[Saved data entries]
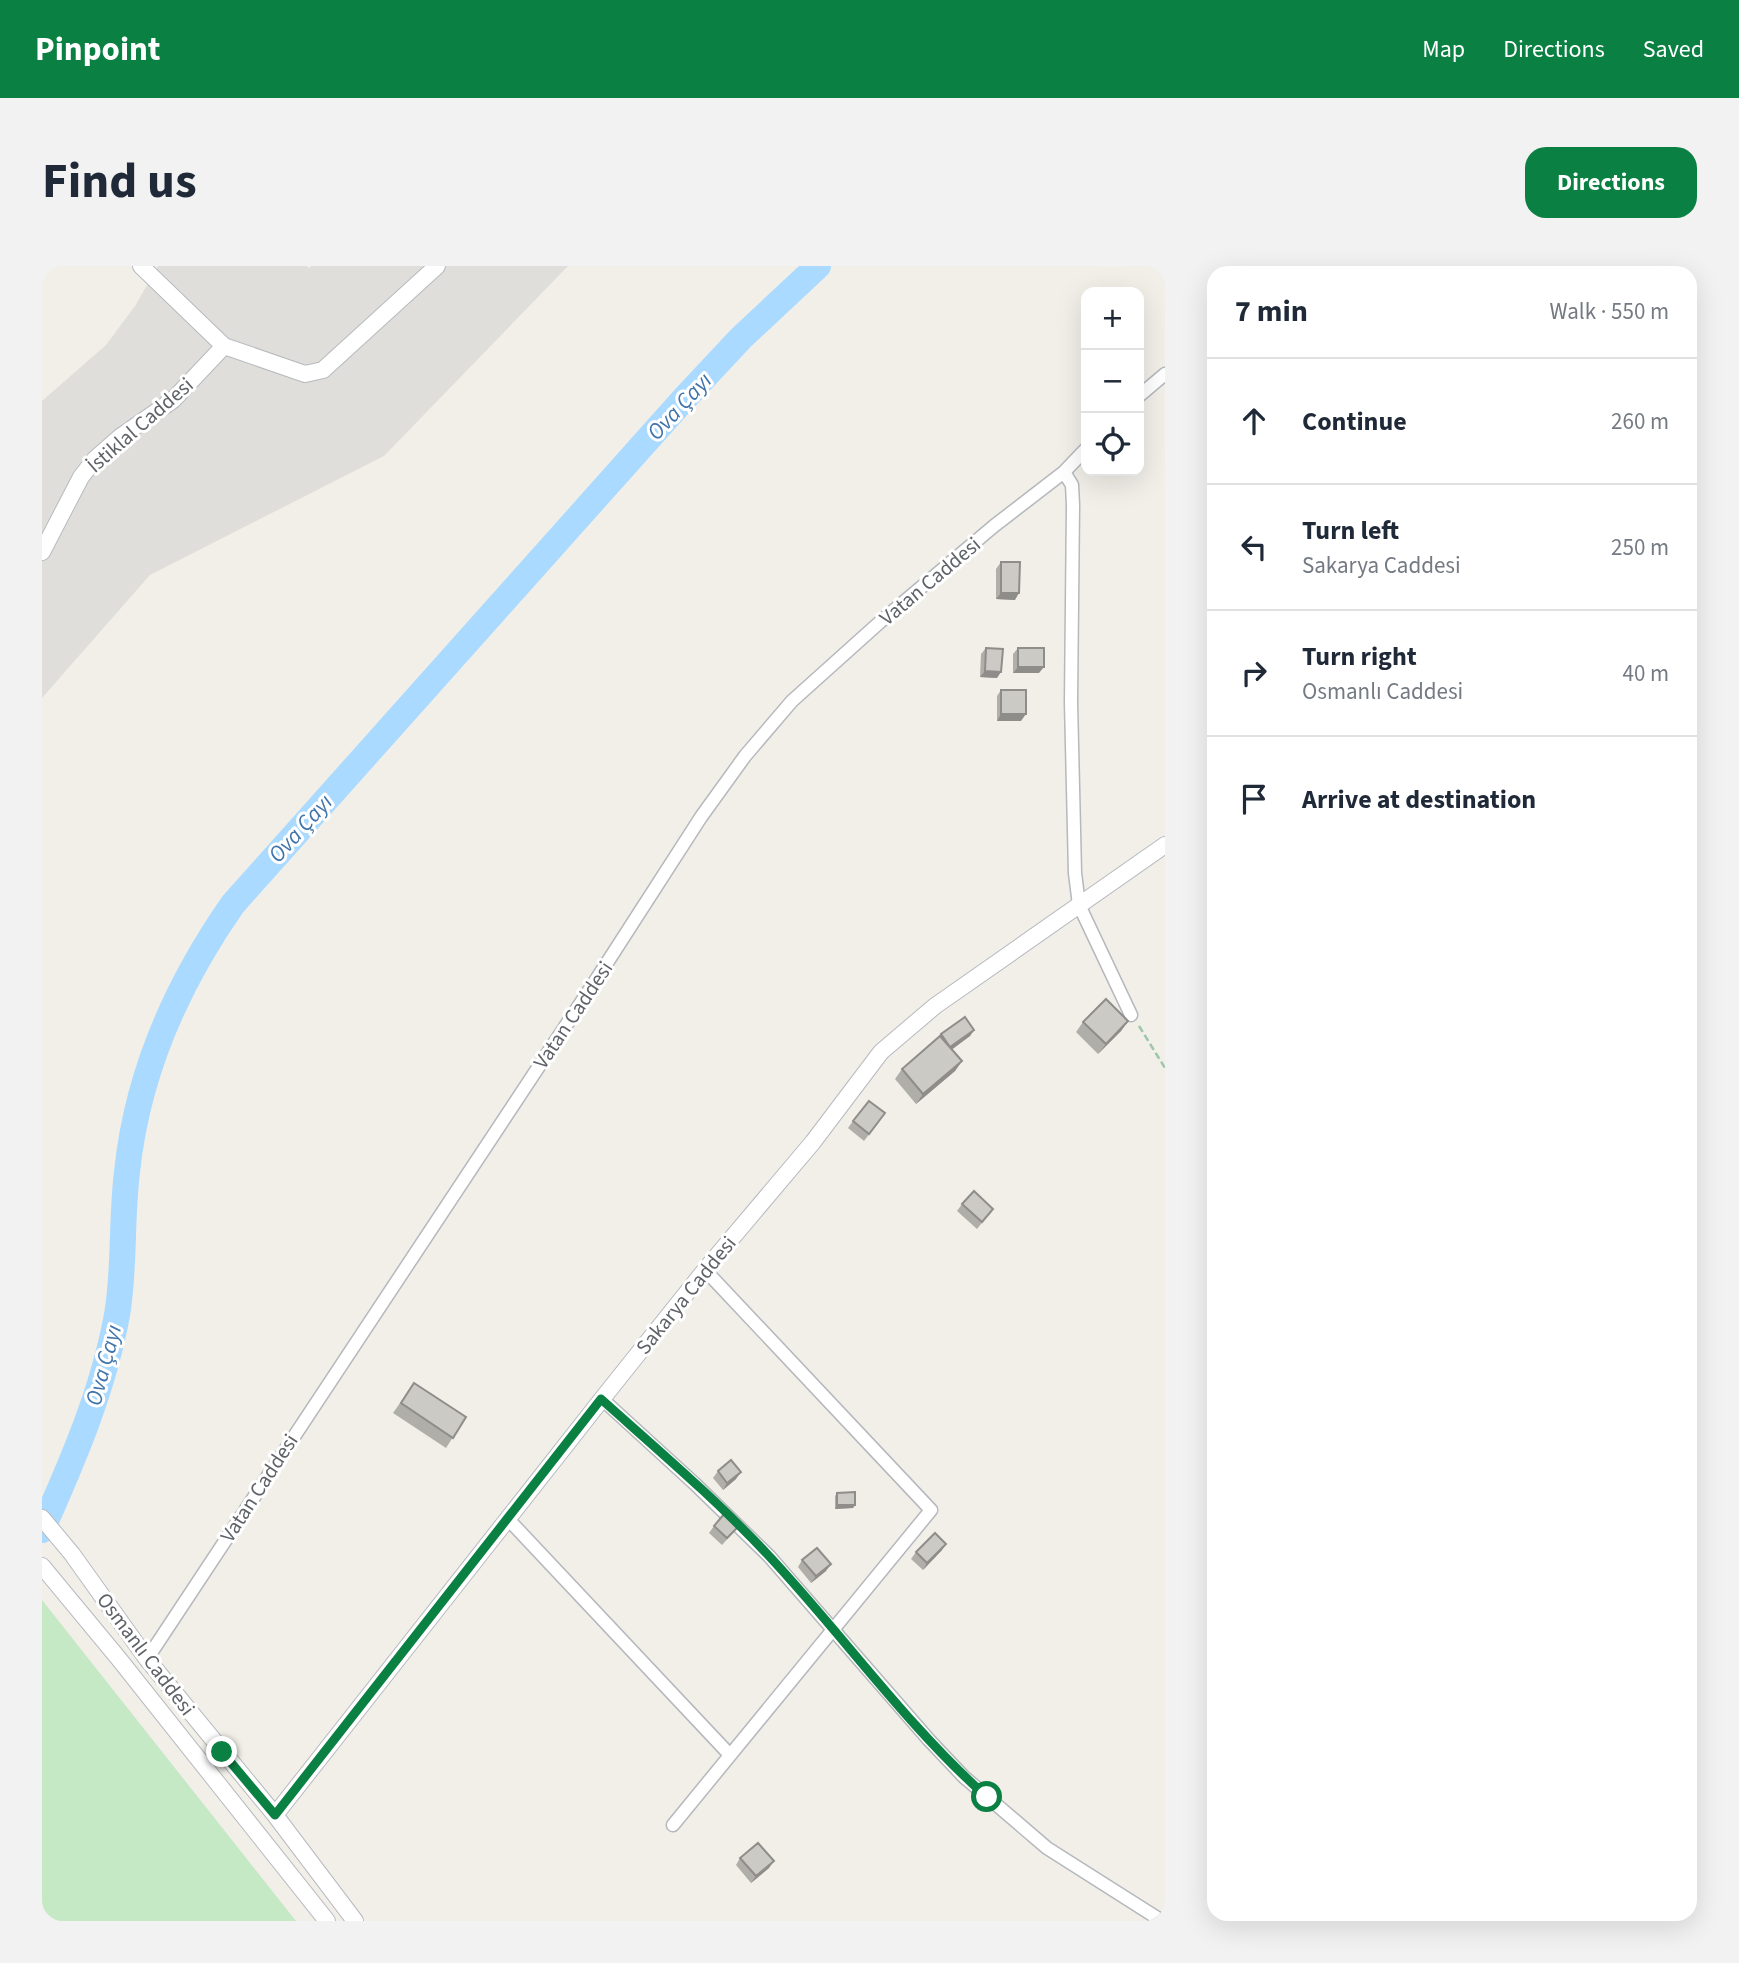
<!DOCTYPE html>
<meta charset="utf-8">
<style>
:root{--surface:#fff;--page:#f2f2f3;--text:#1f2937;--muted:#747a83;--line:#e0e1e3;--accent:#0b8043}
body{margin:0;font-family:"Source Sans 3",sans-serif;background:var(--page);color:var(--text)}
.controls{position:absolute;right:21px;top:21px;display:grid;overflow:hidden;border-radius:14px;box-shadow:0 7px 28px #0002}
.controls button{width:63px;height:63px;display:grid;place-items:center;padding:0;border:0;border-bottom:2px solid var(--line);background:var(--surface);color:var(--text);font:35px sans-serif}
.stop{position:absolute;width:21px;height:21px;margin:-16px;border:5px solid #0b8043;border-radius:50%;background:#fff}
.stop.end{background:#0b8043;border-color:#fff;box-shadow:0 2px 7px #0008}
.list{margin:0;padding:0;list-style:none}
h2{display:flex;justify-content:space-between;align-items:center;height:91px;margin:0;padding:0 28px;font-size:30px}
h2 small{font-size:23px;font-weight:400;color:var(--muted)}
.list li{display:grid;grid-template-columns:46px 1fr auto;gap:21px;align-items:center;box-sizing:border-box;height:126px;padding:0 28px;border-top:2px solid var(--line)}
.list b{display:block;font-size:26px;white-space:nowrap}
.list p{margin:0;font-size:23px;white-space:nowrap;color:var(--muted)}
.list em{font-size:23px;font-style:normal;color:var(--muted)}
.icon{flex:none;width:38px;height:38px;fill:none;stroke:currentColor;stroke-width:2;stroke-linecap:round;stroke-linejoin:round}
.map{position:relative;flex:none;width:1123px;height:1655px;overflow:hidden;border-radius:21px}
header{display:flex;align-items:center;gap:42px;box-sizing:border-box;height:98px;padding:0 35px;background:var(--accent);color:#fff}
header strong{font-size:33px}
nav{display:flex;gap:38px;margin-inline-start:auto;font-size:24px}
.intro{display:flex;align-items:center;justify-content:space-between;box-sizing:border-box;height:168px;padding:0 42px}
h1{margin:0;font-size:49px}
.button{padding:18px 32px;border-radius:21px;background:var(--accent);color:#fff;font-size:24px;font-weight:700}
main{display:flex;gap:42px;padding:0 42px}
aside{flex:1;background:var(--surface);border-radius:21px;box-shadow:0 7px 28px #0002}
.map>svg:first-child{display:block}
.industrial{fill:#e0deda}
.green{fill:#c5e8c5}
.lines{fill:none;stroke-linecap:round;stroke-linejoin:round}
.river{stroke:#aadaff;stroke-width:26}
.street-casing{stroke:#b5b8bc;stroke-width:15}
.secondary-casing{stroke:#b6babf;stroke-width:18}
.path{stroke:#9cc7a9;stroke-width:2.5;stroke-dasharray:7 3.5;stroke-linecap:butt}
.street{stroke:#fff;stroke-width:12}
.secondary{stroke:#fff;stroke-width:16}
.wall{fill:#afaea9}
.shaded-wall{fill:#8f8d8a}
.building{fill:#cccac5;stroke:#8f8d8a;stroke-width:2}
.route{stroke:#0b8043;stroke-width:9}
.labels{text-anchor:middle;stroke-width:6;stroke-linejoin:round;paint-order:stroke}
.street-label{font-size:21px;fill:#5f6368;stroke:#fff}
.water-label{font-size:23px;font-style:italic;fill:#4174aa;stroke:#fff}
</style>
<header>
<strong>Pinpoint</strong>
<nav><a>Map</a><a>Directions</a><a>Saved</a></nav>
</header>
<div class="intro"><h1>Find us</h1><a class="button">Directions</a></div>
<main>
<div class="map">
<svg width="1123" height="1655" viewBox="0 0 1123 1655">
<rect width="100%" height="100%" fill="#f1efe8"/>
<path class="industrial" d="M116 0H265L267 2 269 0H526L342 190 108 309 0 432V135L64 79 93 40Z"/>
<path class="green" d="M0 1334 254 1655H0Z"/>
<g class="lines">
<path class="river" d="M0 1264C31 1194 61 1125 75 1049 83 1002 79 954 85 906 95 809 135 718 191 638L641 134 699 72 776 0"/>
<g class="street-casing">
<path id="street" d="M1097 130 1123 108
M1022 206 1030 219 1031 239 1029 436 1033 607 1037 639 1089 749
M560 1133 653 1218 727 1290 887 1474 922 1511 1005 1582 1120 1655
M466 1253 688 1489
M105 1393 552 717 659 551 703 490 750 435 838 356 952 260 1022 206 1044 183
M631 1559 889 1244 663 1004"/>
</g>
<g class="secondary-casing">
<path id="secondary" d="M99 0 182 80
M0 286 39 211 53 193 78 171 131 134 182 80 263 108 281 104 395 0
M0 1252 30 1288 105 1393 233 1549 313 1655
M0 1300 77 1393 285 1655
M233 1549 560 1133 663 1004 771 876 839 786 893 740 1123 579"/>
</g>
<path class="path" d="M1097 760 1123 802"/>
<use href="#street" class="street"/>
<use href="#secondary" class="secondary"/>
</g>
<path class="wall" d="M959 296 973 334 954 333V303Z
M944 382 955 412 938 411 939 388Z
M976 382 997 407H971V388Z
M959 424 979 455H955V430Z
M1086 755 1079 765 1056 788 1034 766 1041 756Z
M932 764 928 770 909 783 920 795 913 805 874 838 853 813 860 803 896 772 899 768Z
M838 854 822 875 806 862 811 855Z
M920 938 951 943 935 963 915 945Z
M372 1117 424 1151 404 1182 351 1147Z
M676 1205 694 1213 681 1224 671 1212Z
M795 1227 813 1239 811 1242 793 1243V1230Z
M672 1260 696 1261 680 1279 667 1267Z
M900 1284 881 1304 869 1293 874 1286Z
M760 1294 784 1305 769 1317 756 1301Z
M698 1592 727 1602 709 1617 694 1599Z"/>
<path class="shaded-wall" d="M959 327H977L973 334 954 333Z
M976 401H1002L997 407H971Z
M943 405 959 406 955 412 938 411Z
M959 448H984L979 455H955Z
M1086 755 1079 765 1056 788 1064 778Z
M932 764 928 770 904 788 908 781Z
M920 795 913 805 874 838 881 828Z
M699 1206 694 1213 681 1224 685 1217Z
M795 1239H813L811 1242 793 1243Z
M904 1278 900 1284 881 1304 885 1297Z
M789 1298 784 1305 769 1317 774 1310Z
M732 1595 727 1602 709 1617 714 1610Z"/>
<path class="building" d="M959 296H978L977 327H959Z
M944 382 961 383 959 406 943 405Z
M976 382H1002V401H976Z
M959 424H984V448H959Z
M1064 733 1086 755 1064 778 1041 756Z
M923 751 932 764 908 781 899 768Z
M898 770 920 795 881 828 860 803Z
M827 835 843 847 827 868 811 855Z
M932 925 951 943 940 956 920 938Z
M372 1117 424 1151 411 1172 359 1137Z
M689 1194 699 1206 685 1217 676 1205Z
M813 1226V1239H795V1227Z
M682 1248 696 1261 685 1272 672 1260Z
M893 1267 904 1278 885 1297 874 1286Z
M775 1282 789 1298 774 1310 760 1294Z
M716 1577 732 1595 714 1610 698 1592Z"/>
<g class="lines">
<path class="route" d="M180 1486 233 1549 559 1133C616 1184 675 1234 727 1290 801 1369 864 1459 945 1531"/>
</g>
<g class="labels">
<g class="street-label">
<text transform="translate(98 159) rotate(-41)" y="7">İstiklal Caddesi</text>
<text transform="translate(888 315) rotate(-40)" y="7">Vatan Caddesi</text>
<text transform="translate(531 749) rotate(-56)" y="7">Vatan Caddesi</text>
<text transform="translate(644 1029) rotate(-51)" y="7">Sakarya Caddesi</text>
<text transform="translate(217 1222) rotate(-57)" y="7">Vatan Caddesi</text>
<text transform="translate(104 1388) rotate(53)" y="7">Osmanlı Caddesi</text>
</g>
<g class="water-label">
<text transform="translate(637 140) rotate(-47)" y="8">Ova Çayı</text>
<text transform="translate(258 562) rotate(-48)" y="8">Ova Çayı</text>
<text transform="translate(61 1099) rotate(-75)" y="8">Ova Çayı</text>
</g>
</g>
</svg>
<div class="controls">
<button>+</button>
<button>−</button>
<button><svg class="icon" aria-label="locate" viewBox="0 0 24 24"><circle cx="12" cy="12" r="6"/><path d="M12 2v4M12 18v4M2 12h4M18 12h4"/></svg></button>
</div>
<div class="stop" style="left:945px;top:1531px"></div>
<div class="stop end" style="left:180px;top:1486px"></div>
</div>
<aside>
<h2>7 min<small>Walk · 550 m</small></h2>
<ul class="list">
<li><svg class="icon" aria-label="ahead" viewBox="0 0 24 24"><path d="M12 20V5M6 11l6-6 6 6"/></svg><div><b>Continue</b></div><em>260 m</em></li>
<li><svg class="icon" aria-label="left" viewBox="0 0 24 24"><path d="M17 20v-9H6M10 6l-5 5 5 5"/></svg><div><b>Turn left</b><p>Sakarya Caddesi</p></div><em>250 m</em></li>
<li><svg class="icon" aria-label="right" viewBox="0 0 24 24"><path d="M7 20v-9h11M14 6l5 5-5 5"/></svg><div><b>Turn right</b><p>Osmanlı Caddesi</p></div><em>40 m</em></li>
<li><svg class="icon" aria-label="arrive" viewBox="0 0 24 24"><path d="M6 21V4h12l-3 4 3 4H6"/></svg><div><b>Arrive at destination</b></div></li>
</ul>
</aside>
</main>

# What this task involves
Check each line of the records for the string "href" and copy those that have it.

# Task solution
<use href="#street" class="street"/>
<use href="#secondary" class="secondary"/>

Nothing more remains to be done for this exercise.